Whenever the word "Avenue" shows up in a line of the data, copy that line.

↓↓↓

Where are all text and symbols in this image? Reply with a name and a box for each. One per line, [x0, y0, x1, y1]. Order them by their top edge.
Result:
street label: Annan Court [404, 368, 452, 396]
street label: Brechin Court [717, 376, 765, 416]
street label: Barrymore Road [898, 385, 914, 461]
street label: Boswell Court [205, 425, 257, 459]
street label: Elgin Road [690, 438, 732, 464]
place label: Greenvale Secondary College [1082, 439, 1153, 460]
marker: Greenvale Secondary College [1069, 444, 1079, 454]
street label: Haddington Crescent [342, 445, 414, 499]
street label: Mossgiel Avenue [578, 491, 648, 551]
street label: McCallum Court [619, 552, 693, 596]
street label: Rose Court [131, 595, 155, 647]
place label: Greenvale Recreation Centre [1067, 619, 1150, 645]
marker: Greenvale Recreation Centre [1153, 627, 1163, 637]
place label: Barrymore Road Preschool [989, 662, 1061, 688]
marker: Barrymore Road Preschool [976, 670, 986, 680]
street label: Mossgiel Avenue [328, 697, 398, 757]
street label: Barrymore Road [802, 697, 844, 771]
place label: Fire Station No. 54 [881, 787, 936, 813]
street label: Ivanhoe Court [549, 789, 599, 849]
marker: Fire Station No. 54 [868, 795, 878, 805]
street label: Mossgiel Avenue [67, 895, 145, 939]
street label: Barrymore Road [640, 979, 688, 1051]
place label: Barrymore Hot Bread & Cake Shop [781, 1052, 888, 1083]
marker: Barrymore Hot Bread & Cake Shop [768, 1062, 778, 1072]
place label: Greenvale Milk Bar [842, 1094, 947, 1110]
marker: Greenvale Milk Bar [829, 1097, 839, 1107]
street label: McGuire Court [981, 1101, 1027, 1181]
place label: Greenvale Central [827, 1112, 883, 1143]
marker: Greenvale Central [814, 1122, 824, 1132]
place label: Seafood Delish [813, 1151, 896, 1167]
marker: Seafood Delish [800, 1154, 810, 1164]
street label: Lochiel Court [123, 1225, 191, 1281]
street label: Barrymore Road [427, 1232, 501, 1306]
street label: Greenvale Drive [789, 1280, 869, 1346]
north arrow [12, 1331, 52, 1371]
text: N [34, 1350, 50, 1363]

↑↑↑

(Result of this exercise):
street label: Mossgiel Avenue [578, 491, 648, 551]
street label: Mossgiel Avenue [328, 697, 398, 757]
street label: Mossgiel Avenue [67, 895, 145, 939]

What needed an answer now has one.